Mifepristone Prior to Surgery for the Management of ACTH Dependent Cushing's Syndrome of Unknown Etiology
Presentation Number: MON 409
Date of Presentation: April 3rd, 2017
Sapna Raghunathan*1, Afaf Albalawi1, Yiannis Apergis1 and Jonathan Fillmore2
1Griffin Hospital, Derby, CT, 2Endocrine Specialists, Trumbull, CT
ACTH dependent Cushing’s Syndrome of unknown etiology, presents as a management challenge to the endocrinologist. Mifepristone, a glucocorticoid and progesterone antagonist, is now approved for the management of hyperglycemia in Cushing’s Syndrome recurrent post-surgery and in non-surgical candidates.
A 53 year old Caucasian woman presented with poorly controlled DM type 2 for 12 years and hirsutism for 1 year. Diabetes was previously managed with insulin and Albiglutide. She continued to require increasing doses of insulin for rising HbA1c. Physical examination initially revealed facial puffiness, increased facial hair and obesity. The patient stood 5' tall, weighed 218 pounds with a BMI of 42.58; BP was 160/80. Laboratory testing showed hypokalemia (2.9 mmol/L) and diabetes (HbA1c of 9.5). She complained of polyuria and polydipsia along with increasing fatigue, which were thought to be secondary to poorly controlled diabetes, initially. Considering these findings, tests to detect the presence of an ACTH-secreting tumor were initiated. 24-hour urinary cortisol (895 mcg/24 hr, N: 10-55 mcg/24 hr) and ACTH (72 pg/mL, N: 0.6-9 pg/mL) levels were elevated. FSH and LH levels were low-normal and prolactin was 24.2 ng/mL (N: 5-20 ng/mL). A high dose (8 mg) dexamethasone suppression test revealed highly elevated ACTH and cortisol levels. Following this, imaging was pursued to localize the source of ACTH secretion. Abdominal CT for adrenal hyperplasia, Chest CT for ectopic sources and Pituitary MRI for Cushing's disease and Octreotide scanning for ectopic ACTH production were within normal limits.The patient’s insulin requirement continued to rise during the course of the investigation. As the patient was resistant to further invasive investigations, the decision was made to start Mifepristone 300 mg QD. Further labs showed the presence of persistent hypokalemia and the patient was started on potassium supplementation. After 9 months of treatment with Mifepristone (dosage increased gradually from 300mg QD to 300 mg TID), the patient's condition improved significantly with a 33 pound weight loss, decrease in BMI to 37.37, HbA1C of 7.2, BP of 128/82, decreased facial puffiness and pedal edema.

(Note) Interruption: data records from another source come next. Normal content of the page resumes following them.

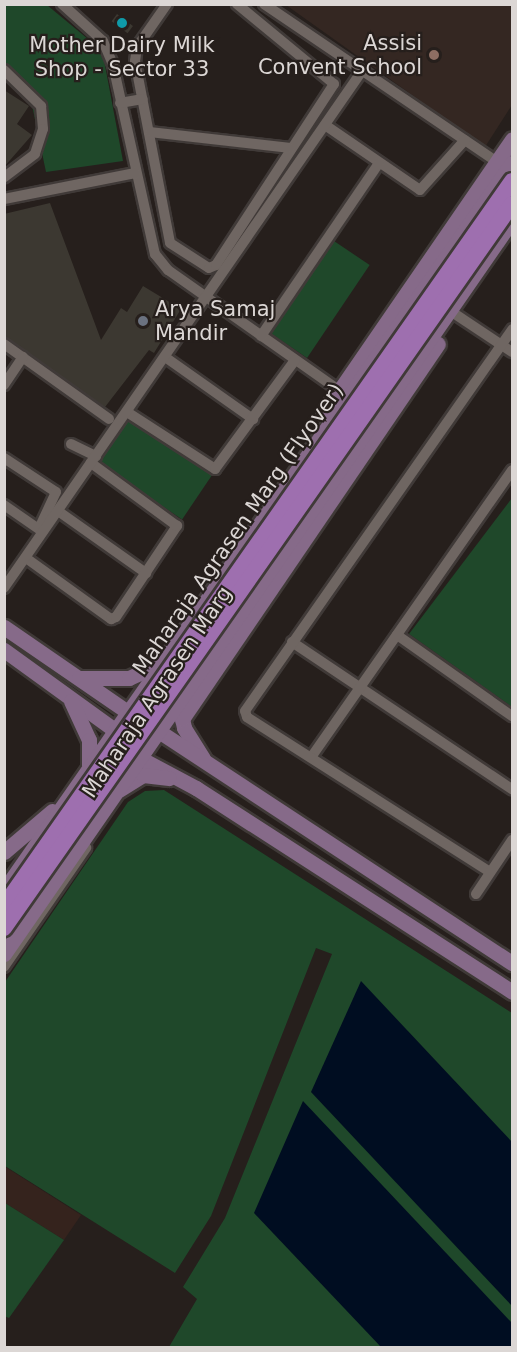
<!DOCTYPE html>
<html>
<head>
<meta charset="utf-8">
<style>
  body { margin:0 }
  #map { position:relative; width:517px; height:1352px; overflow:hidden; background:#261f1c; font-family:"DejaVu Sans",sans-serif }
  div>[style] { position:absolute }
  .industrial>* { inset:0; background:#35231d }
  .built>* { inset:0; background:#342722 }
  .green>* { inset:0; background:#1f482a; transform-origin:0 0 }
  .water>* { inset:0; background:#000d21 }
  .building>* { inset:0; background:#3c3831; transform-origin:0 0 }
  .roads { filter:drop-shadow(2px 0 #403a38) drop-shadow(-2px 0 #403a38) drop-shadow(0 2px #403a38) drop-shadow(0 -2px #403a38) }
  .street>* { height:10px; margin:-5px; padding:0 5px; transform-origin:5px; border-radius:5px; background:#6f6662 }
  .secondary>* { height:15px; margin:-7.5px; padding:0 7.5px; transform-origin:7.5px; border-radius:7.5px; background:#866a89 }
  .bridges { filter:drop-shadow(2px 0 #403a38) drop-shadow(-2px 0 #403a38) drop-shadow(0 2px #403a38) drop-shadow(0 -2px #403a38) }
  .primary-bridge>* { height:16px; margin:-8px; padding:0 8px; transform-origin:8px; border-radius:8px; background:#9e6faf }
  .dots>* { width:16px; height:16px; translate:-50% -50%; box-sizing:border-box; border:3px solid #261f1c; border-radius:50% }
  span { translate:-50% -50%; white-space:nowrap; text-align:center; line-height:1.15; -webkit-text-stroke:4.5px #261f1c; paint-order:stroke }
  .poi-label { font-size:21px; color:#dcd7d5 }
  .right { translate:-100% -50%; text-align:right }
  .left { translate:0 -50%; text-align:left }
  .street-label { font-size:21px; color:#dcd7d5 }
  .frame { position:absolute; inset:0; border:6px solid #dcd7d5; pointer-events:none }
</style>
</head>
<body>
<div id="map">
  <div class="industrial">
    <i style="clip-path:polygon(4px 1166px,81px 1215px,64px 1240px,5px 1203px)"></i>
  </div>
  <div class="built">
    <i style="clip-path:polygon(286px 5px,512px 5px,512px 105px,485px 147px)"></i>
  </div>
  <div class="green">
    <i style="clip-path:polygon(4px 5px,47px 5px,94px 44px,104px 60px,123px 161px,46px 172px,29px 91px,5px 64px)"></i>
    <i style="left:334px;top:241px;width:43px;height:112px;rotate:34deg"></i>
    <i style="left:128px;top:419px;width:101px;height:53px;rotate:34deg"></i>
    <i style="clip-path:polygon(512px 498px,512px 707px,409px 634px)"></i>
    <i style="clip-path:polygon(164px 790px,512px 1013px,512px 1347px,169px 1347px,197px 1299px,183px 1287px,225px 1218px,332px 954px,316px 948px,211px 1216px,175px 1273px,5px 1166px,5px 982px,128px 802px,145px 791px)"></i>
    <i style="clip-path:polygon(5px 1203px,64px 1240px,9px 1318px,4px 1316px)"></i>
  </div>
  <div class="water">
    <i style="clip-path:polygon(361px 981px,512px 1142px,512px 1306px,311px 1092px)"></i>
    <i style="clip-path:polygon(303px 1101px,512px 1323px,512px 1347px,381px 1347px,254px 1213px)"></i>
  </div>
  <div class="building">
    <i style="left:117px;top:14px;width:20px;height:9px;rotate:37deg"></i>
    <i style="clip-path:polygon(4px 90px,29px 106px,17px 124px,32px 135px,4px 167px)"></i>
    <i style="clip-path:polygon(50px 203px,101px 340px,121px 308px,127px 312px,143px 286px,181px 309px,154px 353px,149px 350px,105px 407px,4px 337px,4px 214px)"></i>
  </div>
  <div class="roads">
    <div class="street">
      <i style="left:62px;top:4px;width:55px;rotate:42.1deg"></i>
      <i style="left:103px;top:41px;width:26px;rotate:67deg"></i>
      <i style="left:113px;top:65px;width:194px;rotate:77.5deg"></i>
      <i style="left:155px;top:254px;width:21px;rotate:51deg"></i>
      <i style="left:168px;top:270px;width:214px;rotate:35.1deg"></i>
      <i style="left:167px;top:4px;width:52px;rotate:124.9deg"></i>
      <i style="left:137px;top:47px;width:14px;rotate:98deg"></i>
      <i style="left:135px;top:61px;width:185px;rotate:79.1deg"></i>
      <i style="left:170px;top:243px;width:46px;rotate:32.7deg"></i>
      <i style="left:209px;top:268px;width:8px;rotate:-23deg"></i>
      <i style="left:216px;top:265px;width:216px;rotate:-56.9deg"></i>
      <i style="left:334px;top:84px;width:126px;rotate:-140.5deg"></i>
      <i style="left:264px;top:4px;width:285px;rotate:34.1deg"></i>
      <i style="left:4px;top:70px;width:52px;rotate:44.2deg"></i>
      <i style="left:41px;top:106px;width:23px;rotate:85deg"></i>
      <i style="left:43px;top:129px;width:26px;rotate:108deg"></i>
      <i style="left:35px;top:154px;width:39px;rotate:143deg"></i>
      <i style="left:120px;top:103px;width:23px;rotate:-10deg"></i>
      <i style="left:325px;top:125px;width:115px;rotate:34.4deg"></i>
      <i style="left:420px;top:190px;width:67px;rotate:-48deg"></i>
      <i style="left:150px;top:132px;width:141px;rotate:6.5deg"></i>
      <i style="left:4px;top:199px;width:134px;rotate:-11.2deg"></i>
      <i style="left:449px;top:310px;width:76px;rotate:33.7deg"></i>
      <i style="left:261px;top:336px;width:209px;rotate:-55.7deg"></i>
      <i style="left:4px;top:344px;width:129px;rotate:35.5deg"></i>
      <i style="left:165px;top:357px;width:108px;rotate:35.2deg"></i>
      <i style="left:4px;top:385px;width:34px;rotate:-56deg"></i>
      <i style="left:127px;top:412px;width:105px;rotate:32.9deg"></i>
      <i style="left:215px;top:469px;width:135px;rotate:-53.7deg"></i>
      <i style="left:71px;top:444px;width:28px;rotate:26deg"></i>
      <i style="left:4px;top:458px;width:62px;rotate:33.2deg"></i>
      <i style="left:56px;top:492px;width:40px;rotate:115deg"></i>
      <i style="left:4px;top:505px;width:47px;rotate:34.7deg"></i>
      <i style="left:58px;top:511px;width:108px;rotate:35.2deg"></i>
      <i style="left:26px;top:558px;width:105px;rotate:35.7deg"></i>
      <i style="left:111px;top:619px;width:5px;rotate:-22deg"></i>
      <i style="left:116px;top:617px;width:110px;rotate:-56.2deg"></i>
      <i style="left:177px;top:526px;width:107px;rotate:-143.8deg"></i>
      <i style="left:4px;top:588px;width:629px;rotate:-55.3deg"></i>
      <i style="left:397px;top:635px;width:141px;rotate:35.2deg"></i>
      <i style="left:292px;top:642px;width:265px;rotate:33.8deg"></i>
      <i style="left:312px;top:756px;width:349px;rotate:-55deg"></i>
      <i style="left:490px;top:872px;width:288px;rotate:-147.5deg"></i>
      <i style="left:247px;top:717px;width:6px;rotate:-108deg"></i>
      <i style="left:245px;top:711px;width:466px;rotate:-55deg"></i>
      <i style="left:476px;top:894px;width:65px;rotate:-56.3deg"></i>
      <i style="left:4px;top:967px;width:145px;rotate:-55.4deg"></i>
    </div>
    <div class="secondary">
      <i style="left:324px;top:413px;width:332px;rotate:-55.5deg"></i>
      <i style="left:4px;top:627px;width:148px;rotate:34.5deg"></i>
      <i style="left:4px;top:650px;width:135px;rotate:35.9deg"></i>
      <i style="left:79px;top:678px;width:50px"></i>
      <i style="left:129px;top:678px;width:31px;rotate:-25deg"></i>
      <i style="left:71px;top:701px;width:43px;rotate:65.2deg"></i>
      <i style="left:89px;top:740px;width:25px;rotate:90deg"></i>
      <i style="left:180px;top:710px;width:18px;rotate:77deg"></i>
      <i style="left:184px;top:728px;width:36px;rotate:58deg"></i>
      <i style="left:182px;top:719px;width:454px;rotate:-55.7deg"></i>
      <i style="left:157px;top:730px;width:425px;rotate:33.3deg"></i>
      <i style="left:138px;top:757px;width:66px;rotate:28.1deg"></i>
      <i style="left:196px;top:788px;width:376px;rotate:32.8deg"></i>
      <i style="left:119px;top:790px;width:28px;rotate:-32deg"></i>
      <i style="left:143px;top:775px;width:26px;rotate:7deg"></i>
      <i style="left:4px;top:852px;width:63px;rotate:-40.5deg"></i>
      <i style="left:4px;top:890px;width:887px;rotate:-55.06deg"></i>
      <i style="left:4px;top:954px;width:893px;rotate:-55.31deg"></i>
    </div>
  </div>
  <div class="bridges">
    <div class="primary-bridge">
      <i style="left:4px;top:906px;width:885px;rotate:-54.98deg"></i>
      <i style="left:4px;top:928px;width:884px;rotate:-54.94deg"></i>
    </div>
  </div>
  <div class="dots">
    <i style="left:122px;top:23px;background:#0f9aa8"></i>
    <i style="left:434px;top:55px;background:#8d6e63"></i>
    <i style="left:143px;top:321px;background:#6b7280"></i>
  </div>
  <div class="poi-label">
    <span class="right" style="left:422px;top:55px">Assisi<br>Convent School</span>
    <span style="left:122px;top:57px">Mother Dairy Milk<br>Shop - Sector 33</span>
    <span class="left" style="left:155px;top:321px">Arya Samaj<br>Mandir</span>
  </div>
  <div class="street-label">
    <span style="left:238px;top:529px;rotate:-55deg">Maharaja Agrasen Marg (Flyover)</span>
    <span style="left:157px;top:692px;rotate:-56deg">Maharaja Agrasen Marg</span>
  </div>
  <div class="frame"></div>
</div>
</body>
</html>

This case illustrates management in case of ACTH dependent Cushing’s Syndrome of unknown etiology. The current use of Mifepristone is limited to cases where cortisol levels continue to be elevated post surgical intervention and in patients who are non-surgical candidates. Investigations in our patient did not reveal a source of cortisol elevation, for surgical intervention. Therefore, medical management, such as Mifepristone can be initiated, prior to invasive procedures or surgery. This brings about both clinical and medical improvement in patients, as seen with this case.